■ **Task item**
The response should contain only those lines of the entries below that include the string "function".

■ **Data to examine**
=-=-=

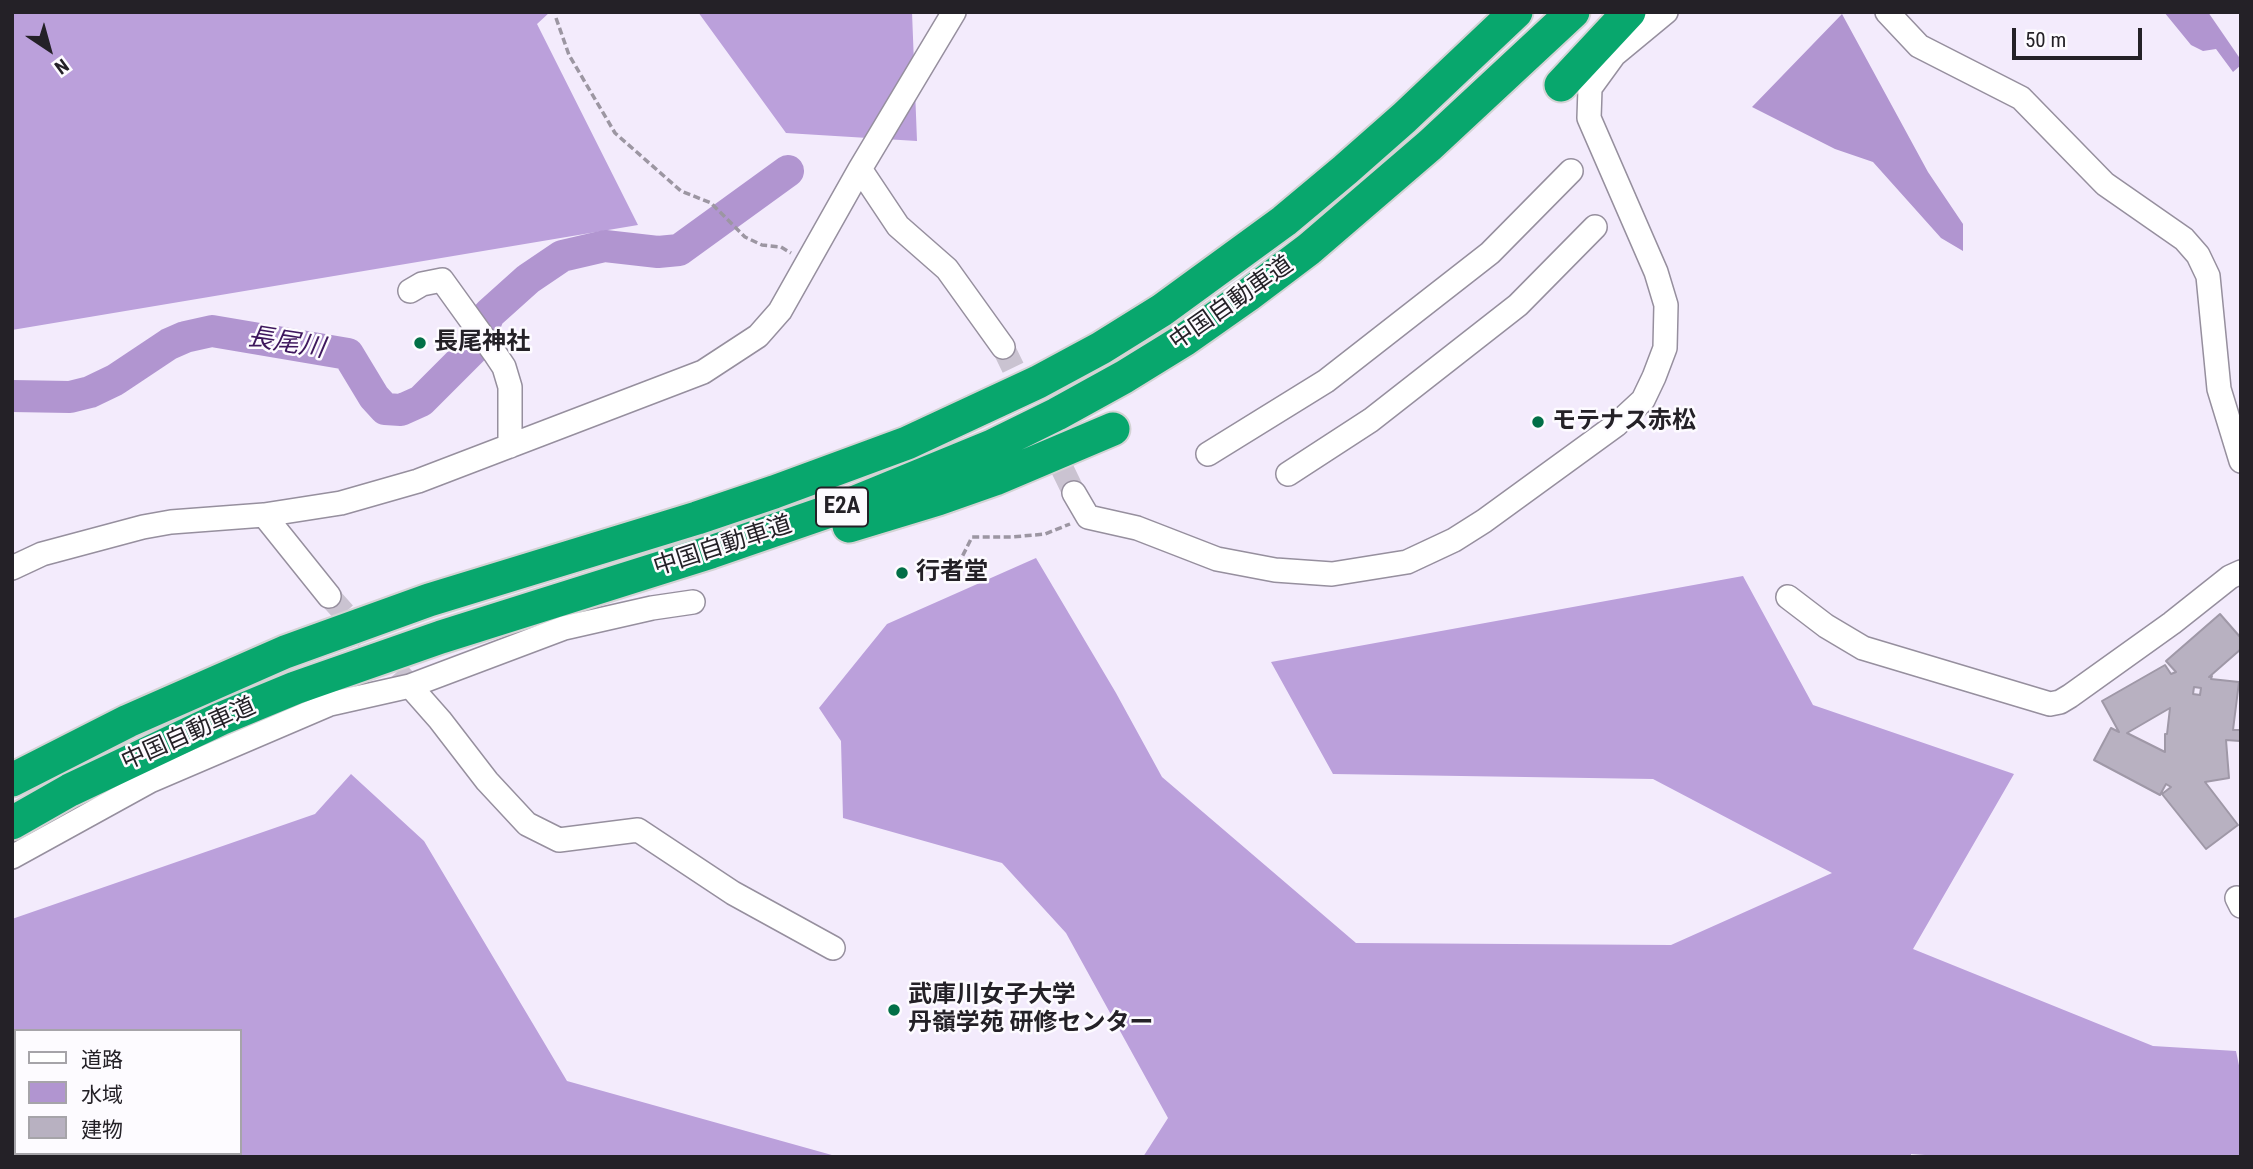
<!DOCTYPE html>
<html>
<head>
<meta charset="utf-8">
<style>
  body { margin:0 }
  #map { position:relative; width:2253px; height:1169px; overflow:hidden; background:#f3ebfc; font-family:"Roboto Condensed","Noto Sans JP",sans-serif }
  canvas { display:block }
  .frame { position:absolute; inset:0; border:14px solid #242127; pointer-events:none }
  .legend { position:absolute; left:14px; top:1029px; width:228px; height:126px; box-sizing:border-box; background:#fdfbff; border:2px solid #a6a4a9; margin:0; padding:9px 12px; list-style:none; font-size:21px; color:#242127 }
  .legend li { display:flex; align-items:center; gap:14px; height:35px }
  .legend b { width:35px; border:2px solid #a6a4a9 }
  .north { position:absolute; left:14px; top:14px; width:70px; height:70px; -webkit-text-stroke:5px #fdfbff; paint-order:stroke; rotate:144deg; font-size:19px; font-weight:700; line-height:28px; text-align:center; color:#242127 }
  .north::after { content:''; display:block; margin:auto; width:24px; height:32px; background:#242127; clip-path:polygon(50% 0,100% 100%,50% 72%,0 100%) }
  .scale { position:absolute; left:2012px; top:28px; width:130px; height:32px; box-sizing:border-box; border:4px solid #242127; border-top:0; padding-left:9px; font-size:21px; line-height:24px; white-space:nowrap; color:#242127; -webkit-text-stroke:5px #fdfbff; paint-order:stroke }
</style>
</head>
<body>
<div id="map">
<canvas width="2253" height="1169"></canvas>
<div class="frame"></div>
<ul class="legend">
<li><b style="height:9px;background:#fff"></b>道路</li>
<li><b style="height:19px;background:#b195d0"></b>水域</li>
<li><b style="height:19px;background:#b8b1c1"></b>建物</li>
</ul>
<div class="north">N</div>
<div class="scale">50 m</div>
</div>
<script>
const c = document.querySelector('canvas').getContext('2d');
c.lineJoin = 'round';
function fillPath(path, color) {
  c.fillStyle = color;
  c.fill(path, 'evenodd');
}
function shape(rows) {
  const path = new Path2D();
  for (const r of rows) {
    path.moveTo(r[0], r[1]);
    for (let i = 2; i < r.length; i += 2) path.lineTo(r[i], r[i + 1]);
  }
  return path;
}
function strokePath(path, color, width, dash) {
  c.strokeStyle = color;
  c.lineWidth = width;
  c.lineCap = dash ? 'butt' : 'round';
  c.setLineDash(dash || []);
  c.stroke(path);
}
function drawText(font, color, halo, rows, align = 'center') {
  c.font = font + ' "Roboto Condensed","Noto Sans JP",sans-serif';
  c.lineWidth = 5;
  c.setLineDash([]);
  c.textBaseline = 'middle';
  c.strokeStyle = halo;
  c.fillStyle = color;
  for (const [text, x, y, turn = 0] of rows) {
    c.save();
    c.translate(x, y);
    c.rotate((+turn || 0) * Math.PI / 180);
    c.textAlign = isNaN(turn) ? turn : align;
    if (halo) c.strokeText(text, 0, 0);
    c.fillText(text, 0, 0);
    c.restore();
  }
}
const forest = shape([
  [12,12,550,12,537,24,638,225,12,330],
  [698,12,912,12,917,141,786,133],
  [1036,558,1116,693,1162,777,1356,943,1671,945,1832,873,1653,779,1333,774,1271,662,1743,576,1813,705,2014,774,1913,949,2153,1046,2236,1051,2241,1075,2241,1157,1953,1157,1911,1154,1911,1157,1143,1157,1168,1118,1066,933,1002,863,843,818,841,741,819,708,887,624],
  [351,774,424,841,567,1081,839,1157,12,1157,12,919,315,814],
  [16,1031,240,1031,240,1153,16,1153]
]);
const water = shape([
  [2164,12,2208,12,2241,60,2241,65,2233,72,2216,49,2203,51,2191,45],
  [1842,14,1928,172,1963,224,1963,251,1941,238,1873,162,1835,149,1752,107]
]);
const river = shape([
  [12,396,70,397,90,392,115,380,169,344,185,337,212,331,348,354,374,397,385,409,401,410,421,401,476,346,489,314,528,279,562,256,605,246,658,252,679,250,788,171]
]);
const building = shape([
  [2220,614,2241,638,2241,649,2209,677,2212,676,2211,679,2239,682,2233,730,2241,730,2241,735,2240,741,2226,740,2229,778,2205,782,2238,825,2206,849,2162,794,2171,787,2166,784,2160,795,2094,760,2111,728,2119,732,2102,701,2165,665,2171,674,2176,672,2166,661,2220,614],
  [2194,687,2201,688,2200,695,2193,694,2194,687],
  [2170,708,2167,734,2165,734,2165,752,2127,733,2170,708]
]);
const minorTunnel = shape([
  [1003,347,1074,493],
  [329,596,410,686]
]);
const path = shape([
  [556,18,569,55,615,133,681,191,711,203,745,237,762,245,781,247,791,253],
  [958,565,972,537,1012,537,1045,534,1070,524]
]);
const minor = shape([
  [1887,12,1919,46,2021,98,2105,184,2184,239,2198,255,2208,276,2219,389,2241,461],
  [860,169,898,226,947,269,1003,347],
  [410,291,422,284,442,280,496,355,504,367,510,387,510,446],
  [1208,454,1326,381,1490,253,1571,171],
  [1288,474,1371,420,1518,305,1595,227],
  [1074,493,1088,517,1137,528,1217,559,1275,570,1332,574,1407,562,1454,540,1484,521,1616,425,1643,400,1654,377,1665,348,1666,305,1656,272,1589,118,1590,88,1614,55,1666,12],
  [264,515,329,596],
  [12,568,42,554,143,527,171,522,264,515,341,503,418,481,703,372,758,336,780,311,860,169,954,12],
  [1788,597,1826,626,1863,648,2050,704,2060,702,2070,696,2172,623,2230,577,2241,572],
  [410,686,440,720,487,781,527,824,559,840,638,830,733,893,833,948],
  [12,857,150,781,330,704,410,686,564,628,652,608,693,602],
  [2237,898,2241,906]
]);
const highway = shape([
  [1561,85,1629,12],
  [849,526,938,499,995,479,1113,429],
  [12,780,128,721,285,652,429,600,697,518,774,492,907,443,1038,382,1101,348,1162,310,1284,221,1345,170,1404,118,1516,12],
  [12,823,70,790,146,754,220,719,295,688,441,637,711,552,853,503,992,446,1057,414,1124,377,1184,340,1248,295,1309,249,1430,145,1573,12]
]);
const markers = [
  [420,343,7,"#026f47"],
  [1538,422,7,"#026f47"],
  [902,573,7,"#026f47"],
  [894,1010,7,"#026f47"]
];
const shields = [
  [842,507,52]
];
const shieldNames = [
  ["E2A",842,507]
];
const streetNames = [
  ["中国自動車道",1232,304,-35],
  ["中国自動車道",723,547,-18],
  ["中国自動車道",189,735,-24]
];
const poiNames = [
  ["長尾神社",434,343],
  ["モテナス赤松",1552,422],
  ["行者堂",916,573],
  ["武庫川女子大学",908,996],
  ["丹嶺学苑 研修センター",908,1024]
];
const waterNames = [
  ["長尾川",286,344,9]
];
fillPath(forest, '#bba0db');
fillPath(water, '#b195d0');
strokePath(river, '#b195d0', 32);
fillPath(building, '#b8b1c1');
strokePath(building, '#9f98a7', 2);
strokePath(minorTunnel, '#cac3d1', 23, [23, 11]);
strokePath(minor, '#968f9e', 26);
strokePath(highway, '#d3d3d4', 37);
strokePath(path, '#9c96a2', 3.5, [7, 3.5]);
strokePath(minor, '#fff', 23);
strokePath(highway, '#08a76d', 33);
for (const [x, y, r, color] of markers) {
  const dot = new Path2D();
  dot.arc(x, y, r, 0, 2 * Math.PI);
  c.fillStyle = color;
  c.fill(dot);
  strokePath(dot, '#fdfbff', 2.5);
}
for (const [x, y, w] of shields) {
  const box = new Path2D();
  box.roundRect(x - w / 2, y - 19.5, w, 39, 5);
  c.fillStyle = '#fdfbff';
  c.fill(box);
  strokePath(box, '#242127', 2);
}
drawText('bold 23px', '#242127', null, shieldNames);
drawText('24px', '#242127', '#fdfbff', streetNames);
drawText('bold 24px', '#242127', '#fdfbff', poiNames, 'left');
drawText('italic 26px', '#3e175d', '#fdfbff', waterNames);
</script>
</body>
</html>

=-=-=

■ **Written response**
function fillPath(path, color) {
function shape(rows) {
function strokePath(path, color, width, dash) {
function drawText(font, color, halo, rows, align = 'center') {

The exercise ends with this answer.